Long v. De Hanas

1952 OK 284, 249 P.2d 103, 207 Okla. 259, 1952 Okla. LEXIS 752
CourtSupreme Court of Oklahoma
DecidedAugust 5, 1952
DocketNo. 34777
StatusPublished
Cited by1 cases

This text of 1952 OK 284 (Long v. De Hanas) is published on Counsel Stack Legal Research, covering Supreme Court of Oklahoma primary law. Counsel Stack provides free access to over 12 million legal documents including statutes, case law, regulations, and constitutions.

Bluebook
Long v. De Hanas, 1952 OK 284, 249 P.2d 103, 207 Okla. 259, 1952 Okla. LEXIS 752 (Okla. 1952).

Opinion

BINGAMAN, J.

On'February 7, 1949, Lottie P. Long, hereinafter called plaintiff, filed a petition in the county court of Ottawa county seeking to probate a will of his deceased wife, Ruth B. DeHanas Long.
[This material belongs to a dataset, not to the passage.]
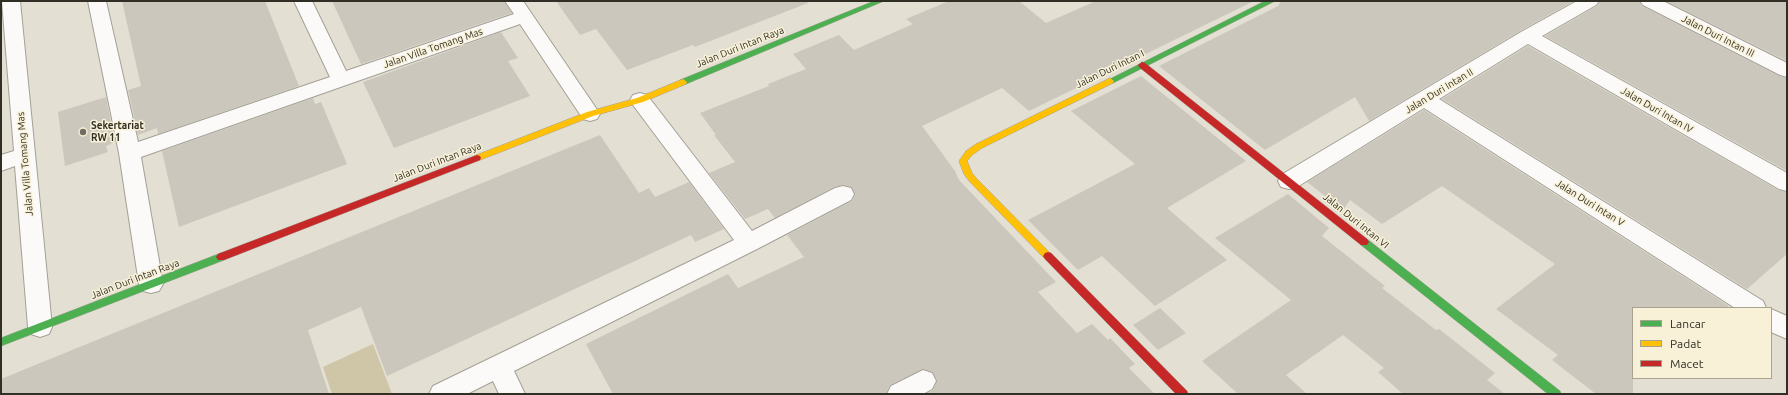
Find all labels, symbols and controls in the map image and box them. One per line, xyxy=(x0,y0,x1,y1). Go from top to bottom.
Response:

The two children of Ruth B. Long, by a former husband, appeared in the county court and filed a motion to dismiss the proceeding upon the ground that all property owned by the deceased was restricted and held in trust by the Department of the Interior and that the court had no jurisdiction of the estate. The motion further stated that the will presented for probate by plaintiff had been theretofore passed upon and disapproved by the Secretary of the Interior in proceedings before the Secretary in which the plaintiff was represented. Plaintiff appealed to the district court and after a hearing at which much testimony was introduced, the district court sustained the judgment of the [260]*260county court and affirmed the dismissal. Plaintiff appeals.

There is little dispute over the essential facts. From the record it appears that Ruth B. Long was the daughter of a half-blood Ottawa Indian mother and a white father; that she married one John Buffalo, a member of the Quapaw Tribe of Indians, who predeceased her, leaving to her, as his sole heir, certain interests in restricted lands which he had inherited from his parents as members of the Quapaw Tribe of Indians; that thereafter she married one DeHanas, who was the father of her two children, defendants herein, and that the plaintiff Lottie P. Long was her fourth husband; that she obtained a divorce from Long at one time, but thereafter continued to live with him in what might be called “Common law marriage.”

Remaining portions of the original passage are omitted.